As I sat watching Kenny MacAskill trying to persuade the Scottish Parliament that he’d done the right thing by releasing the Lockerbie bomber, I kept remembering the face of Shannon Davis. It was an image I first encountered ten years ago while working on a television documentary on the effects of the atrocity. Shannon was a bright nineteen-year-old from Connecticut, a student at Syracuse University, and one of the 270 people who died when Pan Am 103 blew apart over Lockerbie in December 1988. I’ve seen many images from the Lockerbie calamity since but none has stayed with me like the picture of Shannon’s pretty, smiling face.
I’m still not sure why Shannon haunts me the way she does. Maybe it’s because I have a daughter who was roughly Shannon’s age in 1988, who’d been to school in the USA and returned with a broad American accent. Maybe it was because Shannon and her pals had enjoyed themselves wandering around my home city of Edinburgh in the weeks before they boarded Pan Am 103. Maybe it was because I’d spent an evening with Shannon’s mother Jane who had conjured up a vivid, loving picture of her younger daughter.

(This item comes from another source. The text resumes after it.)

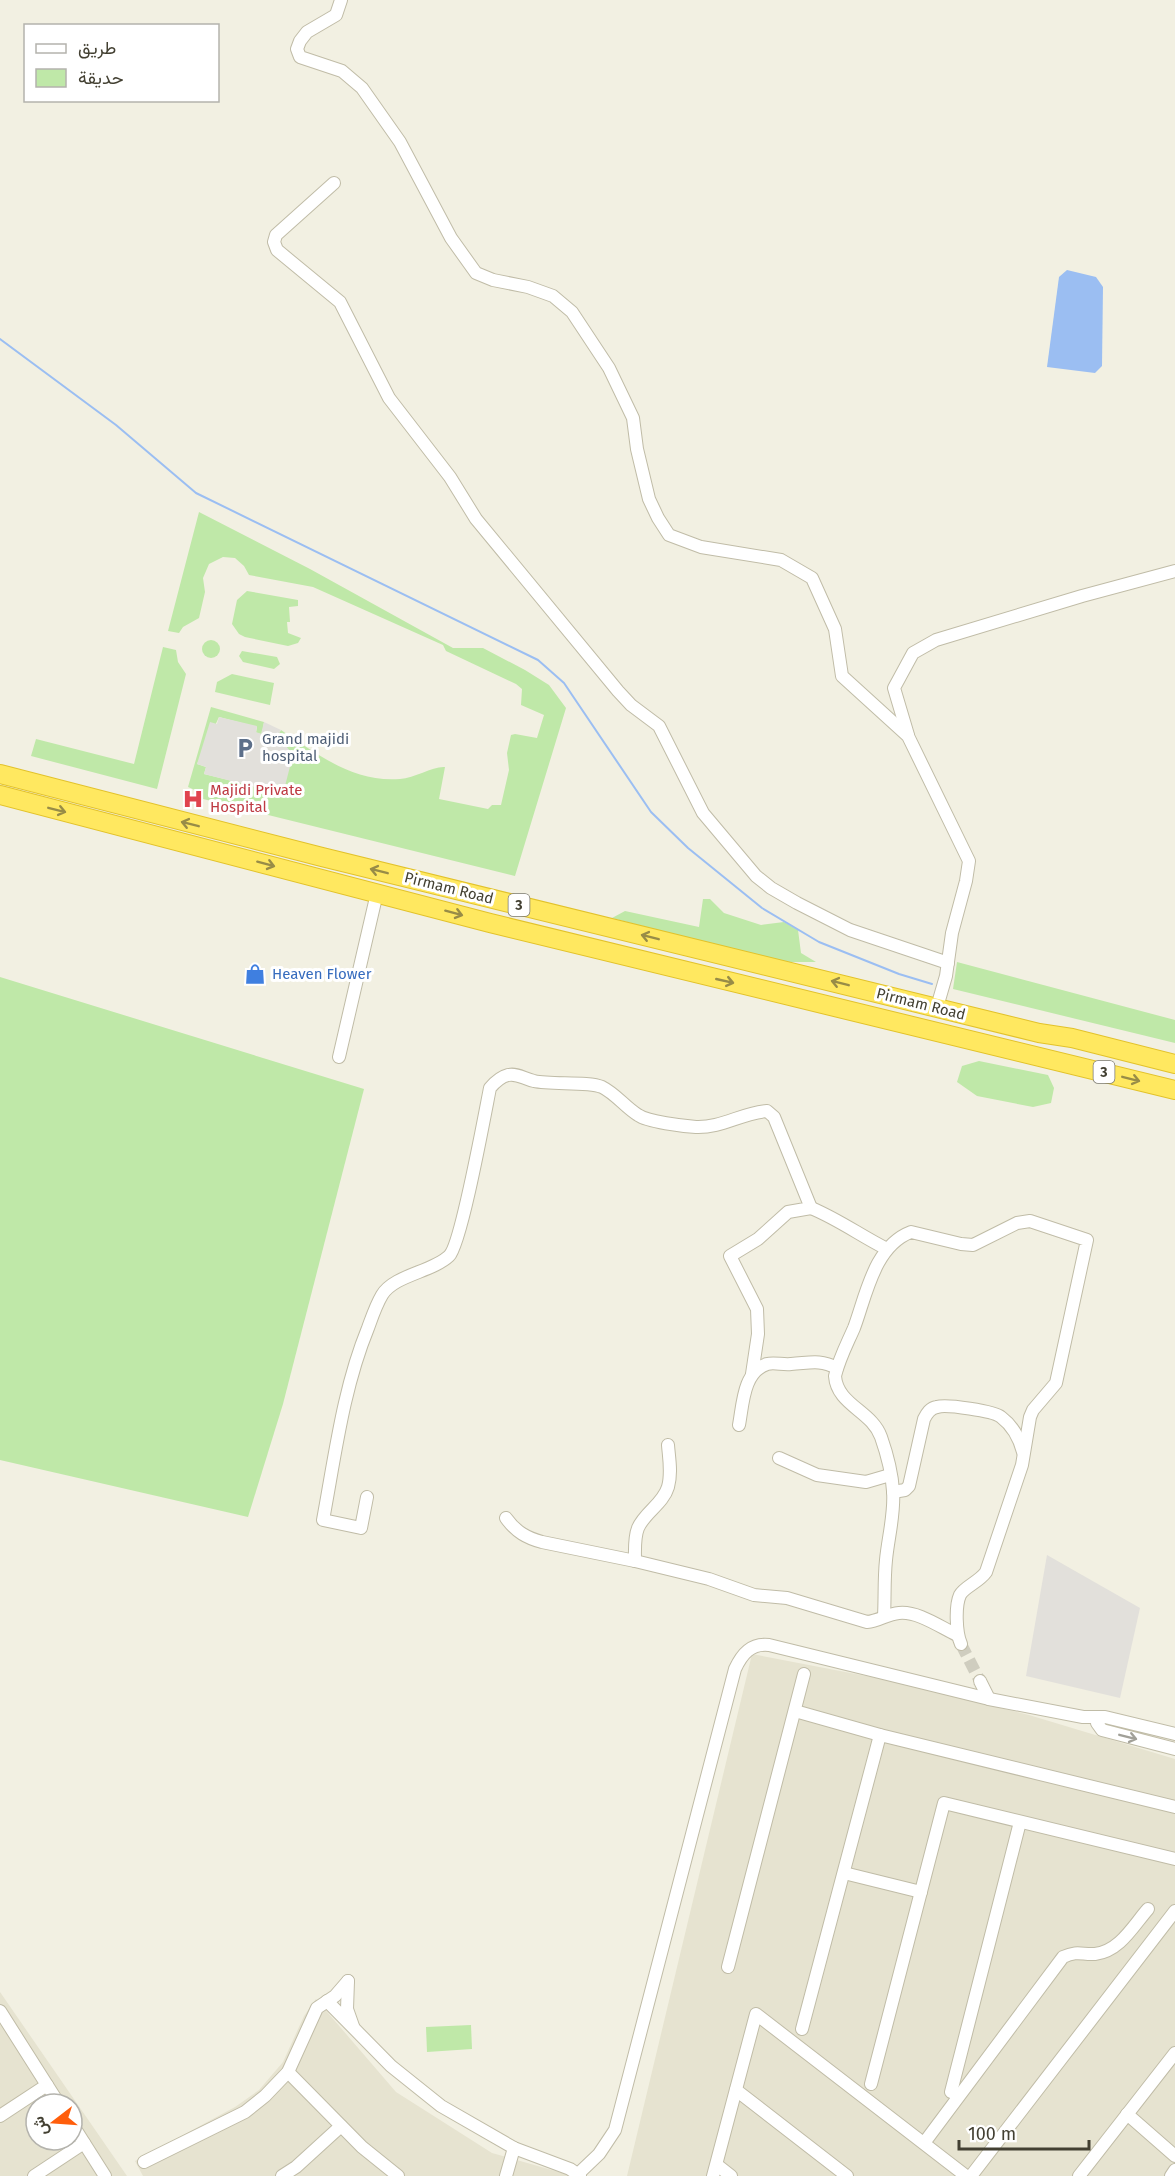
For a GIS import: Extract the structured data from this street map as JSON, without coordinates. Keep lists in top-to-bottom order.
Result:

Maybe it was because there was a terrible twist to Jane Davis’s grief, because it was she who’d persuaded Shannon to make the fatal trip. Earlier that year Jane’s husband had been killed in a road accident in Saudi Arabia and Shannon had decided that the family was too hard-up to spend money sending her to Europe. ‘In fact she’d crumpled up the application form and thrown it in the trash,’ Jane told us. ‘I fished it out and told her that she had to go because that’s what her dad would have wanted for her. I’ve got to live with that.’
After MacAskill’s decision – and the outrageous but entirely predictable hero’s welcome accorded to Megrahi in Tripoli – I spent some time trying to contact Jane Davis to find out how she felt. In the end, my telephone search failed, but I was pretty sure that she’d be hurting, that the events in Scotland would have opened wounds that had never closed. Almost all the American families who were contacted by the British media were outraged by what they saw as MacAskill’s misguided and feeble decision.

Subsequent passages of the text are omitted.